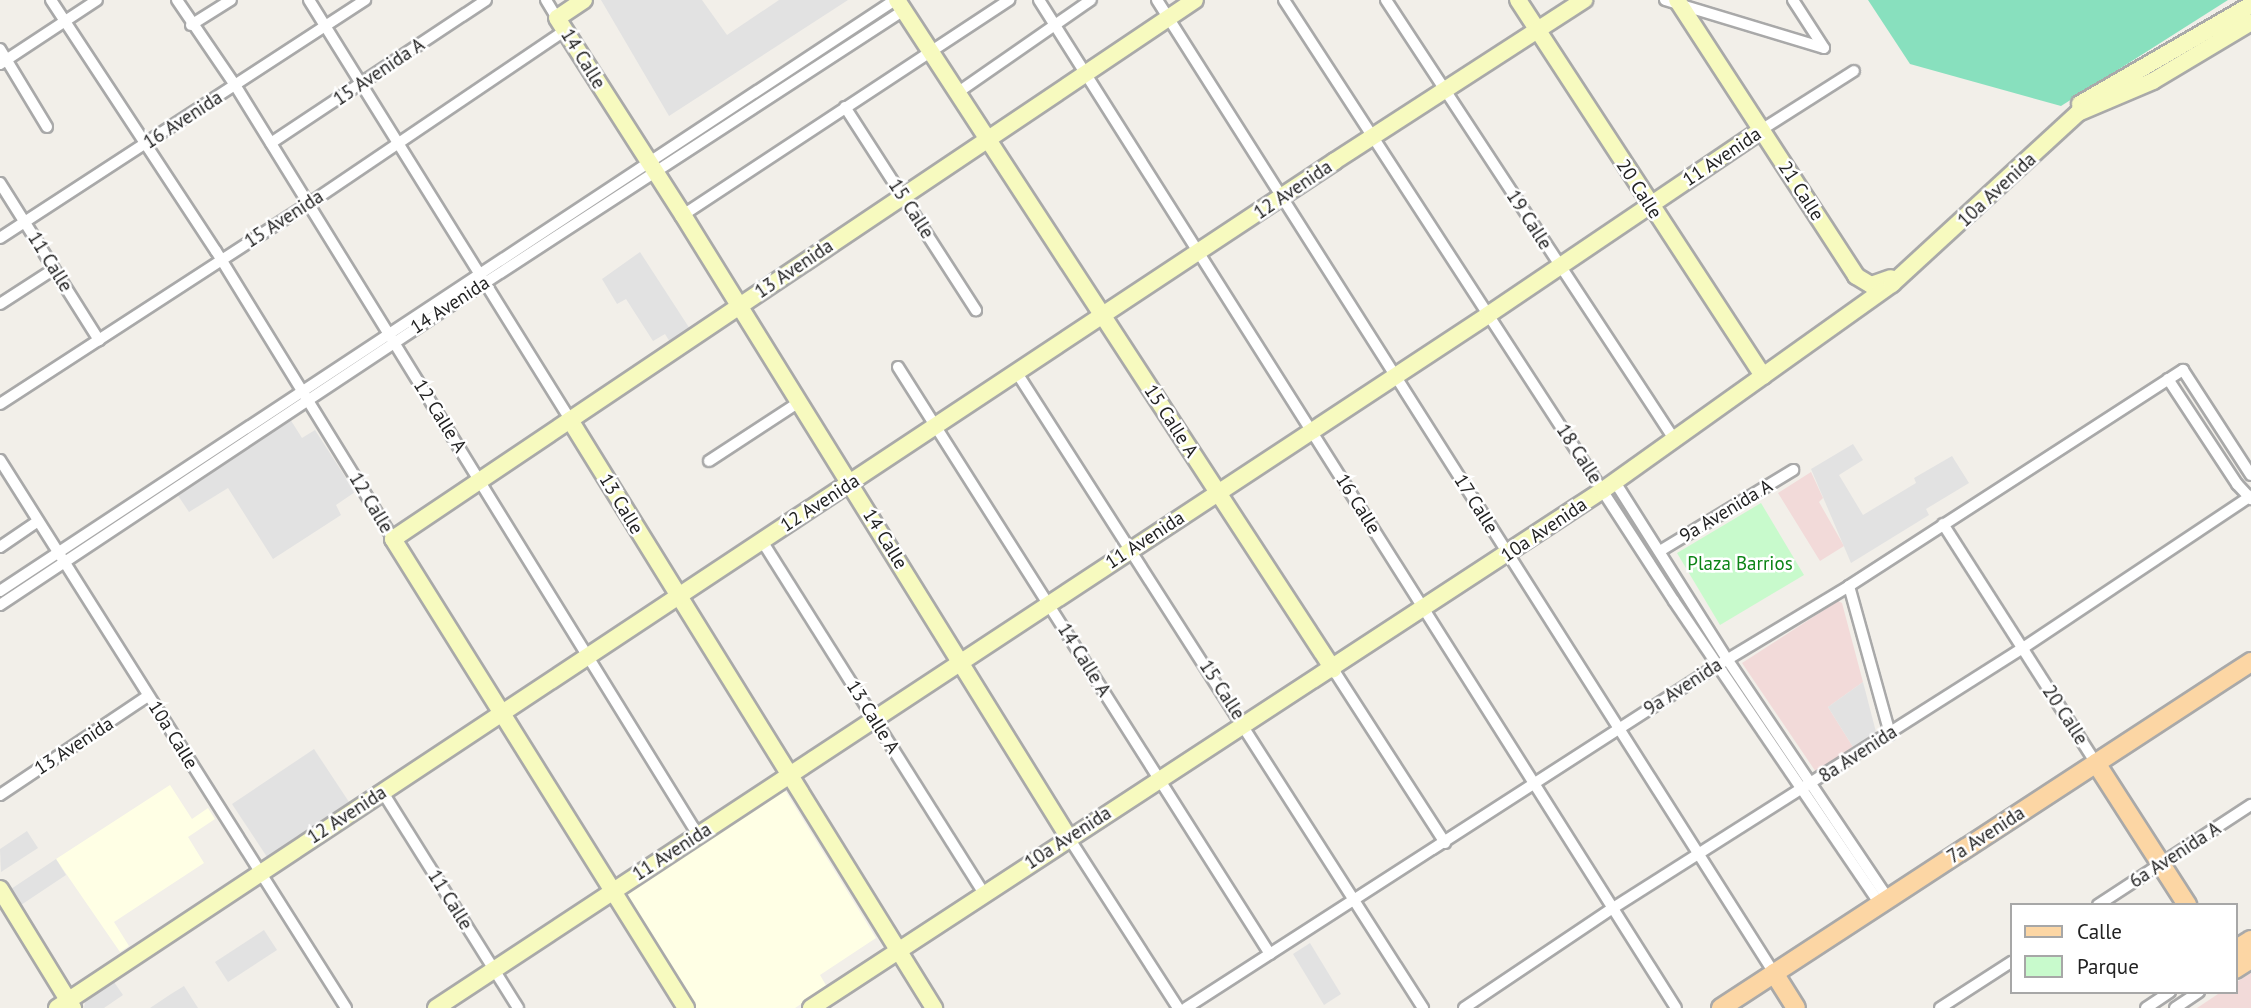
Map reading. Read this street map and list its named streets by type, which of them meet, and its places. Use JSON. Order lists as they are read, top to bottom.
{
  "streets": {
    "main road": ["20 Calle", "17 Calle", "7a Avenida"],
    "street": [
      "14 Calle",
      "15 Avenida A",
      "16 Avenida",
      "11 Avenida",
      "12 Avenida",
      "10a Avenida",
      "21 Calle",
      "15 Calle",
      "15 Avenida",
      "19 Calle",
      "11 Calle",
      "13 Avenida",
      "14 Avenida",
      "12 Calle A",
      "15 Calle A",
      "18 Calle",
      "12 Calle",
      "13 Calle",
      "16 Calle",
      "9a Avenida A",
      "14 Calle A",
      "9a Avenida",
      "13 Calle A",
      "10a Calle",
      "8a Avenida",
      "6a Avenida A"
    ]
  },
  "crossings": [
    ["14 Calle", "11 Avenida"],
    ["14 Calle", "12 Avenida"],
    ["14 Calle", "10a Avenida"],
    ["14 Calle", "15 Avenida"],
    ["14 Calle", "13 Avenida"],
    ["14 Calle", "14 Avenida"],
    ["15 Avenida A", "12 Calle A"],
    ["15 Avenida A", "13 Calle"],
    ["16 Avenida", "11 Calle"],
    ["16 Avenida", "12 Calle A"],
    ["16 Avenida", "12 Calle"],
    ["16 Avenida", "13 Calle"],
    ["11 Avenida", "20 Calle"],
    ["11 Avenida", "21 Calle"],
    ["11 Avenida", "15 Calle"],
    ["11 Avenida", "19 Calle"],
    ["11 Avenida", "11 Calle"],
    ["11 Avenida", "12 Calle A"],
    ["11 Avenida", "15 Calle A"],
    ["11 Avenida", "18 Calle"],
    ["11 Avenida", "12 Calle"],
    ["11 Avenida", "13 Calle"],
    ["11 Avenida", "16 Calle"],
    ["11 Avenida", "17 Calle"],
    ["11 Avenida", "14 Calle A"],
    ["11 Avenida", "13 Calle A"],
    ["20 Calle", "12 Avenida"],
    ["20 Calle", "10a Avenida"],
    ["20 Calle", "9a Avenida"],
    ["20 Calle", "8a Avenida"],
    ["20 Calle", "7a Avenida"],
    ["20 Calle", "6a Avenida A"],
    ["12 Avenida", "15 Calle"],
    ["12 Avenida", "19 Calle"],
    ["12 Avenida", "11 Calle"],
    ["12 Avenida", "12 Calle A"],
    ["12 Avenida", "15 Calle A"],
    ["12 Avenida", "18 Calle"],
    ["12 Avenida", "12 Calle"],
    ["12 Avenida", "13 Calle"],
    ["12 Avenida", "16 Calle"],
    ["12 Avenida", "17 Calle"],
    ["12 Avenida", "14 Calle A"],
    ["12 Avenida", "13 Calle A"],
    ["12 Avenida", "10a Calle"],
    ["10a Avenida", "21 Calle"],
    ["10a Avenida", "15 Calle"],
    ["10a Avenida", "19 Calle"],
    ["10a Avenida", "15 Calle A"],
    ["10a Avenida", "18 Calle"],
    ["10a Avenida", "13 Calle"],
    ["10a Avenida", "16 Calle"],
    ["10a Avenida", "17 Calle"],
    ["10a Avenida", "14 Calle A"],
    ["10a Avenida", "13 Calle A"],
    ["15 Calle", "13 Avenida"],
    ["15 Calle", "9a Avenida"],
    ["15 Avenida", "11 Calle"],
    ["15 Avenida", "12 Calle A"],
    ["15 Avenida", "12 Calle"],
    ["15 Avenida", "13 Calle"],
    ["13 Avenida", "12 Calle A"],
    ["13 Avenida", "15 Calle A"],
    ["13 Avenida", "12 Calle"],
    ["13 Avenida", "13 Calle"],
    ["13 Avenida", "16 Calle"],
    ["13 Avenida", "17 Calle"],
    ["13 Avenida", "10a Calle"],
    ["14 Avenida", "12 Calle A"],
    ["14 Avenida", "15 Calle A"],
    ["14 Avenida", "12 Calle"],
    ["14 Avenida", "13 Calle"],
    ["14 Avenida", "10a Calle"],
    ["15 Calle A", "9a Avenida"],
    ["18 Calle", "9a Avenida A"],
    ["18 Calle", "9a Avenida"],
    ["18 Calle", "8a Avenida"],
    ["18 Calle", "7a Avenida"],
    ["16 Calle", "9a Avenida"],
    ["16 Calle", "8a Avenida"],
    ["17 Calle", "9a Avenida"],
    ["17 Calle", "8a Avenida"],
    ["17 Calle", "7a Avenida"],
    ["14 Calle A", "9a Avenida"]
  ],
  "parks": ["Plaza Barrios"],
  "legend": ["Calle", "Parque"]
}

+-------+

■ EXERCISE REQUIREMENTS
Examine the listing and count its lines containing the word "streets". State the count alone.

■ WRITTEN RESPONSE
2